--- Extracted information Enclosed Below ---
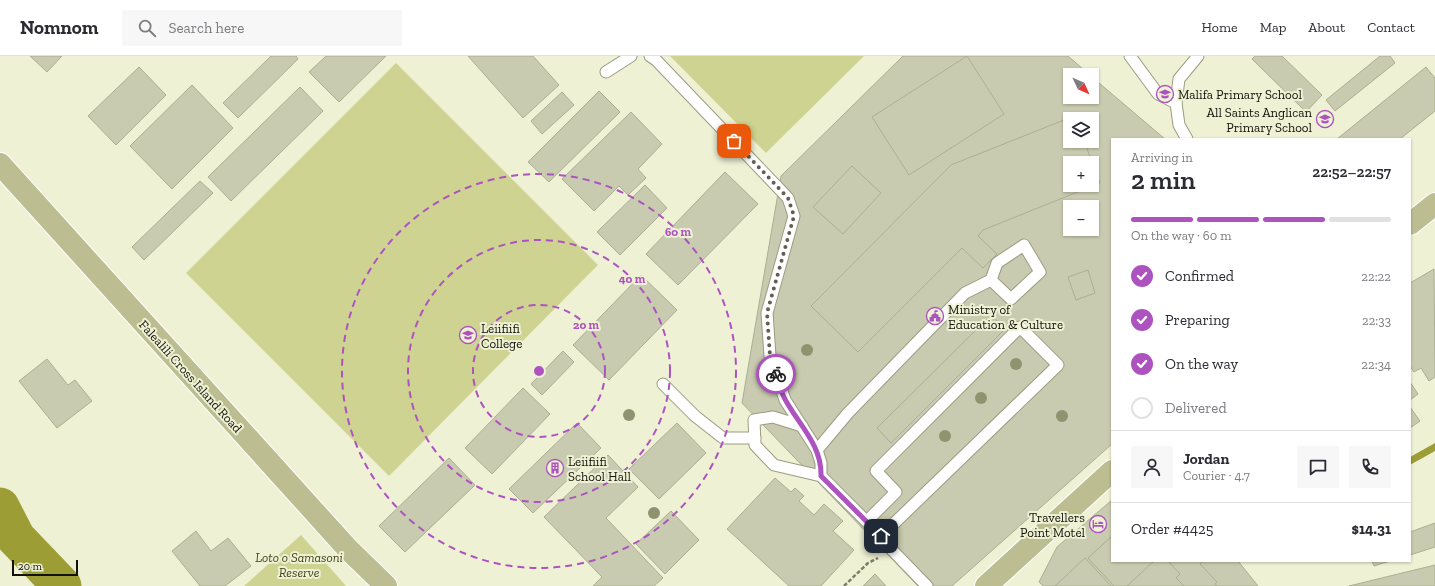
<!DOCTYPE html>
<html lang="en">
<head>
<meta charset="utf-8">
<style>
	:root { --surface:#fff; --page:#f7f7f7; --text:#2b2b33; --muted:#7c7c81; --line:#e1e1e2; --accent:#ad53bf }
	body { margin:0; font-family:"Zilla Slab",serif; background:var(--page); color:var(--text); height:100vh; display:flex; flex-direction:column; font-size:15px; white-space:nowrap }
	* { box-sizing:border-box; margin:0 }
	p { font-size:13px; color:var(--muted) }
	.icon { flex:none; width:22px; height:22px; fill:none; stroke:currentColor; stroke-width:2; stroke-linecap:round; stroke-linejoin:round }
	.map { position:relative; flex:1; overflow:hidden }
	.side { position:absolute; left:1111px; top:82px; width:300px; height:424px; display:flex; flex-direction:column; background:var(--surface); border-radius:0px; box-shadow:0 1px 3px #0004 }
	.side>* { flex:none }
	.needle { width:26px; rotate:134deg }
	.buttons { position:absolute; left:1063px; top:12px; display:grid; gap:8px }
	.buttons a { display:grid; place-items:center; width:36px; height:36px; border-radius:0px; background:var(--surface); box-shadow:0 1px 3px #0004; font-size:20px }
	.scale { position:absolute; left:12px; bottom:10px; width:66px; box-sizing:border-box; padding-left:4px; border:2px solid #121208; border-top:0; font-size:11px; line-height:14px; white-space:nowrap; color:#121208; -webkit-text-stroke:3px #eff1d5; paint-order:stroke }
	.pin { position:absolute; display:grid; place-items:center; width:34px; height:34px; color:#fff; margin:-17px; border-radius:8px; box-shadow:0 2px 6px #0006 }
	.courier { position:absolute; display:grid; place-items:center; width:40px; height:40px; margin:-20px; border:3px solid #ad53bf; border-radius:50%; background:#fff; color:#222; box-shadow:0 1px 5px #0007 }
	.headline em { font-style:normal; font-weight:600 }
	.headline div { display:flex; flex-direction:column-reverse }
	.headline { display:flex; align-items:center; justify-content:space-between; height:68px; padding:0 20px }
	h1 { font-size:26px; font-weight:600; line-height:30px }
	.bar { display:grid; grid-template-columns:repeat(4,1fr); gap:6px 4px; align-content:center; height:48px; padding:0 20px }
	.bar i { height:5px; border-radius:3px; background:var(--line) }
	.bar .current { background:var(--accent) }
	.bar p { grid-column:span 4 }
	.line { display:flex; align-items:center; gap:10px; padding:0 20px; border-top:1px solid var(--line) }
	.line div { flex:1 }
	.round { display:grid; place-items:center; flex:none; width:42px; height:42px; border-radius:0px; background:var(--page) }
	ol { padding:0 20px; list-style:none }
	li { display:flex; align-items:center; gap:12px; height:44px }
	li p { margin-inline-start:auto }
	li .icon { padding:4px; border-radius:50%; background:var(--accent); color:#fff; stroke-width:4 }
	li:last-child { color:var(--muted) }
	li i { width:22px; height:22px; border:2px solid var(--line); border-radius:50% }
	header { display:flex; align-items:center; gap:24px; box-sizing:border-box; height:56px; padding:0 20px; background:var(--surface); border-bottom:1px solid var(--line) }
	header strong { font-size:19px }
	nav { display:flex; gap:22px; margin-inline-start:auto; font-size:14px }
	.search { width:280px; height:36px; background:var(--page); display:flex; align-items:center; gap:10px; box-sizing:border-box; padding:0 14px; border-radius:0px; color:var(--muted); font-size:15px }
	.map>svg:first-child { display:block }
</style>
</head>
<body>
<header>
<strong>Nomnom</strong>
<div class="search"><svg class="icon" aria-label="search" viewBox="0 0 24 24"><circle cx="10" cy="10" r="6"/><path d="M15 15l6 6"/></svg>Search here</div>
<nav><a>Home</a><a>Map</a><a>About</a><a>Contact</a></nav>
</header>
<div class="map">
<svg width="1435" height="530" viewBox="0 0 1435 530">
	<rect width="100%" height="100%" fill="#eff1d5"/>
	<g fill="#cfd391">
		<path d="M670,0H864L766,97Z"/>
		<path d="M396,7L598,209L389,420L186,217Z"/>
		<path d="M301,479L346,530H244Z"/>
	</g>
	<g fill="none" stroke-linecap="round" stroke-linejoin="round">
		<path stroke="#9c9e35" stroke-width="7" d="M1410,405L1435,391"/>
		<path stroke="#9c9e35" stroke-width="39" d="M0,451L16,482L62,530"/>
	</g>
	<g fill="#c9cbb0" stroke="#acae93" fill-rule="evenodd">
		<path d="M30,0H62L47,16Z"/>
		<path d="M271,0H296L298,3L238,62L223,47Z"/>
		<path d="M326,0H386L339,46L309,16Z"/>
		<path d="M468,0H533L559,29L523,62Z"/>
		<path d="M903,0H1068L1090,19H1070V41H1092V21L1165,83H1112V388L952,530H918L742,347L781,120ZM1070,63H1092V85H1070ZM1070,107H1092V129H1070ZM1070,151H1092V173H1070Z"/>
		<path d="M967,0L1004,58L909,119L872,61Z"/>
		<path d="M1255,0H1282L1322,39L1306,56L1252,3Z"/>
		<path d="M1380,0H1390L1395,7L1335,55L1326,44Z"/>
		<path d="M139,11L166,39L116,89L88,60Z"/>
		<path d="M1426,11L1435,22V55L1400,83H1337Z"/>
		<path d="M192,29L233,72L172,133L130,90Z"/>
		<path d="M300,31L323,55L231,145L208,121Z"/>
		<path d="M599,35L620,56L549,126L528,106Z"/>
		<path d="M562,36L574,49L542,78L531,65Z"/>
		<path d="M631,56L662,88L638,113L646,122L628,139L619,130L594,155L562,123Z"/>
		<path d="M1074,60L1075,63H1070V85H1084L1100,127L983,174L978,180L997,198L983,212L962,192L858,296L811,250L951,109ZM1070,107H1092V129H1070Z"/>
		<path d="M852,110L881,137L843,178L813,151Z"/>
		<path d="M725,116L758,148L678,229L646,198Z"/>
		<path d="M200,125L213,137L144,204L132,191Z"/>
		<path d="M645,129L667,152L620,199L597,176Z"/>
		<path d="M1434,213L1435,321L1429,325L1421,312L1414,316L1410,310V227Z"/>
		<path d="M1088,214L1095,237L1076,244L1068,221Z"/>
		<path d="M641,219L677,254L609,324L573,289Z"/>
		<path d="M991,259L1005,273L891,387L877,372Z"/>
		<path d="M563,295L574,306L542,339L531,328Z"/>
		<path d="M47,303L68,329L75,324L92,345L57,372L19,325Z"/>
		<path d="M1410,326L1418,338L1410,344Z"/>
		<path d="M523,332L550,358L492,418L465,392Z"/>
		<path d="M1410,351L1420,365L1410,372Z"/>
		<path d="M577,367L601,392L533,457L509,433Z"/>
		<path d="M677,367L706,397L659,443L629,413Z"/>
		<path d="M608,399L638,431L606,462L663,522L654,530H593L602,521L544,461Z"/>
		<path d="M449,402L475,429L405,496L379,470Z"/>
		<path d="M775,422L791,436L795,432L804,440L799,445L814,459L824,448L843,465L833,475L854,494L821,530H789L727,473Z"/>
		<path d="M1112,444V505H1238L1258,530H1043L1039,526L1057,491Z"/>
		<path d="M671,455L699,484L665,518L636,488Z"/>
		<path d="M1435,467V491L1410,499V476Z"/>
		<path d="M196,475L211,495L228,482L251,510L225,530H200L172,495Z"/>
		<path d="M1112,480V505H1154L1127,530H1114L1088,502Z"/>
		<path d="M1085,502L1111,530H1055Z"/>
		<path d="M1168,505H1203L1200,508L1217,526L1215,528L1217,530H1184L1176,522L1180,518Z"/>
		<path d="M1372,505H1390L1374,510Z"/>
		<path d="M1435,509V530H1349Z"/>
		<path d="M875,518L886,530H863Z"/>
	</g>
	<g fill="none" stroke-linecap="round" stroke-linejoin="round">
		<g stroke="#9b9c82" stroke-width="13">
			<g id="lane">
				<path d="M650,0L656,4L788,142L794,160L767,257L770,300L785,344L817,394L821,407V420L881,480L893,495L927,530"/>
				<path d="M1130,0L1158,38L1176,47"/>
				<path d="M606,16L631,0"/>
				<path d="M1187,83L1179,69L1176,47L1179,23L1198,0"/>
				<path d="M663,328L695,360L723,382H755"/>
				<path d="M802,370L773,361L754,364L755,389L774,409L821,420"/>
				<path d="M817,394L848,357L965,237L991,224L997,207L1024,189L1040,216L1011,243L991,224"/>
				<path d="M867,465L896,436L876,415L1020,271L1058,309L881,480"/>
			</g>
		</g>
		<g stroke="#fff" stroke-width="24">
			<g id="primary">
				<path d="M0,108L348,493L386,530"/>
				<path d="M1410,168L1435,148"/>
				<path d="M986,530L1112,415"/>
			</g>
		</g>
		<path stroke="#7c7d6b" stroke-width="2.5" stroke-dasharray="4 2" stroke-linecap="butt" d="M844,530L868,507L878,502"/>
		<use href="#lane" stroke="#fff" stroke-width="11"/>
		<use href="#primary" stroke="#bcbe91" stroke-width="22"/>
	</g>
	<g fill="#91926f">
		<circle cx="807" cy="294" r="6"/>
		<circle cx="1016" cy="308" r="6"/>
		<circle cx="981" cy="342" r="6"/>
		<circle cx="629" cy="359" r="6"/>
		<circle cx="1062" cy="360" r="6"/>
		<circle cx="945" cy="380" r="6"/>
		<circle cx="654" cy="457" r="6"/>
	</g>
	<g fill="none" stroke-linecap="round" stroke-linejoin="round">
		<path stroke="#5f6050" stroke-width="4" stroke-dasharray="0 7.2" d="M734,85L788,142L794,160L767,257L770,300L776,318"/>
		<path stroke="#ad53bf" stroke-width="5" d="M776,318C779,327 781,337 786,345C800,370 822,390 821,420L881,480"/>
	</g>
	<g fill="none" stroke="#ad53bf" stroke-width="2" stroke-dasharray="7 5">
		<circle cx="539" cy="315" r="66"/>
		<circle cx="539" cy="315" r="131"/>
		<circle cx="539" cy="315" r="197"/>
	</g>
	<defs>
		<g id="school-ring" transform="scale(0.9)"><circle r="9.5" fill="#eff1d5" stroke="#ad53bf" stroke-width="1.5"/><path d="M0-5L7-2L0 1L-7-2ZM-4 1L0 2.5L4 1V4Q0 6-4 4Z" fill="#ad53bf"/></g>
		<g id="civic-ring" transform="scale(0.9)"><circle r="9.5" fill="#eff1d5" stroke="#ad53bf" stroke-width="1.5"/><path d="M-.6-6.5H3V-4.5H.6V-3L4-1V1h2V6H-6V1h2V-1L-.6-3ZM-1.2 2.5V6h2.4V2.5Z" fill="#ad53bf"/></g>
		<g id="university-ring" transform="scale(0.9)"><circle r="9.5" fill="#eff1d5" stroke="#ad53bf" stroke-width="1.5"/><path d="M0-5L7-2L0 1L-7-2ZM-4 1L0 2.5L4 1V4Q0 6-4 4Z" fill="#ad53bf"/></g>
		<g id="building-ring" transform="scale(0.9)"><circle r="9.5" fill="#eff1d5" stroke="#ad53bf" stroke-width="1.5"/><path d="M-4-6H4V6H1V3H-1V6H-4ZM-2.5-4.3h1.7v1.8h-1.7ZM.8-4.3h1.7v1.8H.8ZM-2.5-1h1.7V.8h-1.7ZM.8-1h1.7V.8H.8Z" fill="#ad53bf"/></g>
		<g id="hotel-ring" transform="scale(0.9)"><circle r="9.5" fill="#eff1d5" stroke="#ad53bf" stroke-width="1.5"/><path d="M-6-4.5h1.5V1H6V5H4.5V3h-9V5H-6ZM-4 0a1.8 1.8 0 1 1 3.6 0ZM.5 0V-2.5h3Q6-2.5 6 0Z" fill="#ad53bf"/></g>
	</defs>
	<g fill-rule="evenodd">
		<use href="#school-ring" x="1165" y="38"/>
		<use href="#school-ring" x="1325" y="63"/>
		<use href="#civic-ring" x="935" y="260"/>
		<use href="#university-ring" x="468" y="279"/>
		<use href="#building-ring" x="555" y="412"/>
		<use href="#hotel-ring" x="1098" y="468"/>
	</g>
	<g text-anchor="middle" stroke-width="4" stroke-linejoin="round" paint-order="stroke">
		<g font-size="13" fill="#121208" stroke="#eff1d5" text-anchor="start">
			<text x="1178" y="43">Malifa Primary School</text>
			<text x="1312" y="61" text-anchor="end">All Saints Anglican<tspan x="1312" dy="15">Primary School</tspan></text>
			<text x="948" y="258">Ministry of<tspan x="948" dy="15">Education &amp; Culture</tspan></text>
			<text x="481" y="277">Leiifiifi<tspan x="481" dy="15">College</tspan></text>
			<text x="568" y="410">Leiifiifi<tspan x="568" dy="15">School Hall</tspan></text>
			<text x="1085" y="466" text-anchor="end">Travellers<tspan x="1085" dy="15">Point Motel</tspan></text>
		</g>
		<g font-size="13" fill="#121208" stroke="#eff1d5">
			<text transform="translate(191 320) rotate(48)" y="5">Falealili Cross Island Road</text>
		</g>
		<g font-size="13" font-style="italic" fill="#44451b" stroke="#eff1d5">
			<text x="299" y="506">Loto o Samasoni<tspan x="299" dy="15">Reserve</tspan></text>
		</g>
	</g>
	<circle cx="539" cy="315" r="6" fill="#ad53bf" stroke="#eff1d5" stroke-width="2"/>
	<g font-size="12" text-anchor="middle" font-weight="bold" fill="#ad53bf" stroke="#eff1d5" stroke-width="4" stroke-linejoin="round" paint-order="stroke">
		<text x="678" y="180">60 m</text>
		<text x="632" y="227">40 m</text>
		<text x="586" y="273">20 m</text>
	</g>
</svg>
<div class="buttons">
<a><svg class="needle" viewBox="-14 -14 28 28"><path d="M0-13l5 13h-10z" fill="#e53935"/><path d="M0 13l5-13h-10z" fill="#7c7c81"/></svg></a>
<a><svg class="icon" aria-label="layers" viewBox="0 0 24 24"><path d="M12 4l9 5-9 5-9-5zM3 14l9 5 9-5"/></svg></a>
<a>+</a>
<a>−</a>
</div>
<div class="scale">20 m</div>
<div class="pin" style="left:734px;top:85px;background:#ea580c"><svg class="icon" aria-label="bag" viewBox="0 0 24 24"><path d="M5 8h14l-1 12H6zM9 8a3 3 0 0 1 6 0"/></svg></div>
<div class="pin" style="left:881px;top:480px;background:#1f2937"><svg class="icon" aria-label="home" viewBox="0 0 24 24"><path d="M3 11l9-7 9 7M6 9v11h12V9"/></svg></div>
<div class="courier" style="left:776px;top:318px"><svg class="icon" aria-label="bike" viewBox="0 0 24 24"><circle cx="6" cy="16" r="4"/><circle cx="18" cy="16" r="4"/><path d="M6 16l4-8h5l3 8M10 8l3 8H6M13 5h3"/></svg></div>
<section class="side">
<div class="headline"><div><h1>2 min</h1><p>Arriving in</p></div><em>22:52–22:57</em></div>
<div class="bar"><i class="current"></i><i class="current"></i><i class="current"></i><i></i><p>On the way · 60 m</p></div>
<ol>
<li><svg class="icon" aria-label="check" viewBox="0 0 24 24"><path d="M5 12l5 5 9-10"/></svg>Confirmed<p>22:22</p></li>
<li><svg class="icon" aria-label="check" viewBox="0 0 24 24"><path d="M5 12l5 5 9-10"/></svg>Preparing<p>22:33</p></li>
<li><svg class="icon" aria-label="check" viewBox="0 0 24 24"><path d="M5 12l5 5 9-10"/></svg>On the way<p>22:34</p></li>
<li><i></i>Delivered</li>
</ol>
<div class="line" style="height:72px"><a class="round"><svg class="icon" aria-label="person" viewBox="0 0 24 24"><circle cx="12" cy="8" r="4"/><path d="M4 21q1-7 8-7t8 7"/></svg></a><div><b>Jordan</b><p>Courier · 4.7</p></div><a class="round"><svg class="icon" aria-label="chat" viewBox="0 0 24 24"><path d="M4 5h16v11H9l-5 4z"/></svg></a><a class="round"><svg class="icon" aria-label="phone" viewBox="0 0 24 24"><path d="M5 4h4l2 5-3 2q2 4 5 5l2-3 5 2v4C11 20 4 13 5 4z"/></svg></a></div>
<div class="line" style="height:52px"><div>Order #4425</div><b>$14.31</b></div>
</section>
</div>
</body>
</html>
--- End of Enclosed Extracted information ---
What you are asked to do: Extract each line holding the word "buttons" from the records.

Answer box:
	.buttons { position:absolute; left:1063px; top:12px; display:grid; gap:8px }
	.buttons a { display:grid; place-items:center; width:36px; height:36px; border-radius:0px; background:var(--surface); box-shadow:0 1px 3px #0004; font-size:20px }
<div class="buttons">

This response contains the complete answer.